BY VERNON DAVIDSON Executive Editor — Publications firstname.lastname@example.org
IT took a faction inside the Jamaica Labour Party (JLP) nine months to convince Audley Shaw to challenge Andrew Holness for leadership of the Opposition party. But even as the Manchester North Eastern Member of Parliament embarks on a month of islandwide consultations starting today, his camp says he won't be backing down.
Initial reports from inside the JLP had suggested that Shaw would use a party meeting in Clarendon today to announce his candidacy. However, one of his supporters, who opted not to be named, said Shaw will continue the consultation process for a month in order to get his organisation in place.
"By his actions and his words you will clearly pick up that the consultation is just a time-buying process, because he's not turning back, absolutely not. This is do or die," said the party insider.
The meeting, which was originally scheduled for Chapelton, will now be held at Edwin Allen Comprehensive High School in Frankfield and is scheduled to begin at 10:00 am.
According to the party insider, Shaw kept resisting approaches from Labour Party members who have been dissatisfied with Holness's leadership since the JLP lost the December 2011 General Election.
"I have been having discussions with him for nine months, and he kept saying let's watch and see," said the party source. "I think what really struck him was that whole fiasco at that Portmore meeting. It brought to his attention the state of the party."
The insider's reference was to a forum on the economy staged by the JLP in Portmore in April this year from which Shaw, the finance spokesman, as well as Dr Christopher Tufton, spokesman on foreign affairs, foreign trade, and investment; and Gregory Mair, who shadows industry, commerce and energy were excluded.
The forum, titled 'Connecting -- Focus on the Economy', had Holness as the main speaker, while Deputy Leader James Robertson, JLP Chairman Senator Robert Montague, MP for St Catherine South Central Dr Andrew Wheatley, and MP for St Ann North East Shahine Robinson were down to give presentations.
At the time, JLP insiders said that Shaw had felt disrespected at not being included among the speakers, and other members of the party had questioned the absence of Tufton and Mair.
They had also said that the exclusion of the three men made no sense at all.
But General Secretary Dr Horace Chang explained that the forum was organised by the JLP's Area Council Two in Portmore, in consultation with the JLP Secretariat, which comprises the parishes of St Catherine, St Thomas, Portland, and St Mary, and which is led by Robertson.
Chang also suggested that there was no intention to disrespect the three spokesmen and questioned whether there were ulterior motives among some persons who were seeking to spread rumours of division in the party.
But that failed to end talk of discord in the party, and chatter about a challenge to Holness grew louder in recent months.
Holness, however, has consistently said he would welcome any challenge, arguing that it would make him a stronger leader.
"Challenge is good.
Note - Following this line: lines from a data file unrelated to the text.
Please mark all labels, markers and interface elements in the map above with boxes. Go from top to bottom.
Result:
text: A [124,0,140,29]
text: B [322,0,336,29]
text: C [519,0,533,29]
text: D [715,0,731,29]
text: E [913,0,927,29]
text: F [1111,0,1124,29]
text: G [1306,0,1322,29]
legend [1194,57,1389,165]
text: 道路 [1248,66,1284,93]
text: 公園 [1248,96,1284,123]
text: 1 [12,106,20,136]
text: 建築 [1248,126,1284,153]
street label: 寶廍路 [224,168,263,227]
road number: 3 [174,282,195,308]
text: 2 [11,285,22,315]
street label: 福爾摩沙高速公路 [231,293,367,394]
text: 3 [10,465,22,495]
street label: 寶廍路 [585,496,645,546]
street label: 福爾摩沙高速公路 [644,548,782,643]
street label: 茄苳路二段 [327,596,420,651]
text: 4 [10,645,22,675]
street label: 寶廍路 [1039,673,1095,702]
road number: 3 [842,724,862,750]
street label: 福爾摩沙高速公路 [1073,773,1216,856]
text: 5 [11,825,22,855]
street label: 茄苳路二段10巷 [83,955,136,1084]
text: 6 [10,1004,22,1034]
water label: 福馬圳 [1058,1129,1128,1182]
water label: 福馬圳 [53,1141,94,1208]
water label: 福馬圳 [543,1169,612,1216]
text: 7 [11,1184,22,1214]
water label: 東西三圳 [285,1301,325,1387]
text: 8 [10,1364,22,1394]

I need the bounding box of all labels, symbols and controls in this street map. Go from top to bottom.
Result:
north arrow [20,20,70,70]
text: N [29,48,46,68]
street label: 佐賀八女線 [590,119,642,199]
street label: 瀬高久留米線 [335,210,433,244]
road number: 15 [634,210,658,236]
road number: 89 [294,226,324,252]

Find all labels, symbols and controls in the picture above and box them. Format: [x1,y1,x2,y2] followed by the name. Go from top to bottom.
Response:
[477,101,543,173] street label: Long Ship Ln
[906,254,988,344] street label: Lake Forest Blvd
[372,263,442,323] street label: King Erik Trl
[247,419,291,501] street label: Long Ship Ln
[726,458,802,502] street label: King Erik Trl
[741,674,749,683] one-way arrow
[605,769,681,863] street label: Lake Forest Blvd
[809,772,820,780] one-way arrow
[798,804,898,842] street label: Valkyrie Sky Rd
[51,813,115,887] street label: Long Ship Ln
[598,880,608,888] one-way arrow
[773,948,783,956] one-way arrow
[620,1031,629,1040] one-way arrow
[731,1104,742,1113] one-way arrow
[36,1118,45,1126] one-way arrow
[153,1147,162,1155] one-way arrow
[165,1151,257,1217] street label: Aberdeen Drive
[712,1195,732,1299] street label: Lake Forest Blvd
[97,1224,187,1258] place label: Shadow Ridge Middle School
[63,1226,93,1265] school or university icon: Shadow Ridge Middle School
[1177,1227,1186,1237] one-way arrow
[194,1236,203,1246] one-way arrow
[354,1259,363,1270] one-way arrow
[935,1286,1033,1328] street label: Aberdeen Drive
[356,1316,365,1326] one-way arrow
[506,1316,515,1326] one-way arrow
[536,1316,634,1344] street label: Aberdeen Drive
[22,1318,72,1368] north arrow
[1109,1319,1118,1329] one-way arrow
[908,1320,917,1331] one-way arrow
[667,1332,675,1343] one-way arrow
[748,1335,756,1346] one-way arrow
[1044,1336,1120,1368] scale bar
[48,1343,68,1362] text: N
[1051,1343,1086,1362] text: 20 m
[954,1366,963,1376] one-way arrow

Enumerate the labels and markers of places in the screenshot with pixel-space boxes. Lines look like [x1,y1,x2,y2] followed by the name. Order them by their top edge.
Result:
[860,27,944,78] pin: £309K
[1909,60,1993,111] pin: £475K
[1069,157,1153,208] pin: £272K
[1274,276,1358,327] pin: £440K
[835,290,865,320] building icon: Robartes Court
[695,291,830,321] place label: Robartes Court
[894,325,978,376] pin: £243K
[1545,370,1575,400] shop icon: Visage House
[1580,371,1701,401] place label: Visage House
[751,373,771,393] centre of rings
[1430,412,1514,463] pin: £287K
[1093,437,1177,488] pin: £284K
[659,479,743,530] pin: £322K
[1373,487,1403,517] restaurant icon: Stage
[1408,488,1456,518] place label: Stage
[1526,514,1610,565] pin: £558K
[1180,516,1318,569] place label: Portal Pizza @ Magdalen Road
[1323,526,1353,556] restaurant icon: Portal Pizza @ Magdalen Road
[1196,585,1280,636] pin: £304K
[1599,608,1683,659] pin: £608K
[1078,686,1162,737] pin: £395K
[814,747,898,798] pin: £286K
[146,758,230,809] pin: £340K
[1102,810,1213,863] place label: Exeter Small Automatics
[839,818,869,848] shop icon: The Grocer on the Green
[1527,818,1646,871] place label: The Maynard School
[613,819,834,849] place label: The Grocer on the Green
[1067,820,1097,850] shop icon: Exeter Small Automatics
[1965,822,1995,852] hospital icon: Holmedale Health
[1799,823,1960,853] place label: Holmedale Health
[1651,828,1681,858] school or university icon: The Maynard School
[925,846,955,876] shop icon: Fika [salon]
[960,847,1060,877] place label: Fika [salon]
Challenge strengthens me and whoever would like to challenge; come, come," Holness reiterated just last week in an address to party supporters at a St James South constituency conference at Springfield Primary and Junior High School in the parish.
Last week as well, in a Facebook post, he urged Jamaicans to reject what he said were attempts to create disunity in the JLP and charged that the individuals behind that effort were driven by self-interest.
But according to the JLP insider, there has been growing concern in the JLP over Holness's "inability to energise the party and to give the country a direction from the Opposition", given the performance of the Government in recent times.
"At all strata of the society, even at the political base, there is a feeling that Andrew is just not going anywhere," said the JLP source. "Nobody believes that the party is, and can be election-ready based on what is transpiring right now."
He said that Shaw's campaign will bring to the fore his experience and long service to Jamaica and the party.
"Andrew is a completely new figure in the leadership, so Audley -- who has been an MP for two decades -- has that level of recognition from the base of the party," the source said.
Shaw himself pointed to his years of service to the JLP in a letter to Montague on Friday in which he served notice of his intention to challenge for the leadership.
"I have served the party for the greater part of my adult life," Shaw wrote. "Of those 26 years, I have served as Member of Parliament for 20 years, general secretary in 1998 and deputy leader since 1999, shadow minister 1989-2007 and 2012 to present and minister of finance, the public service and planning 2007-2011.
"I intend to use my experience to offer guidance on how our party should proceed as I see this as a critical personal responsibility at this time."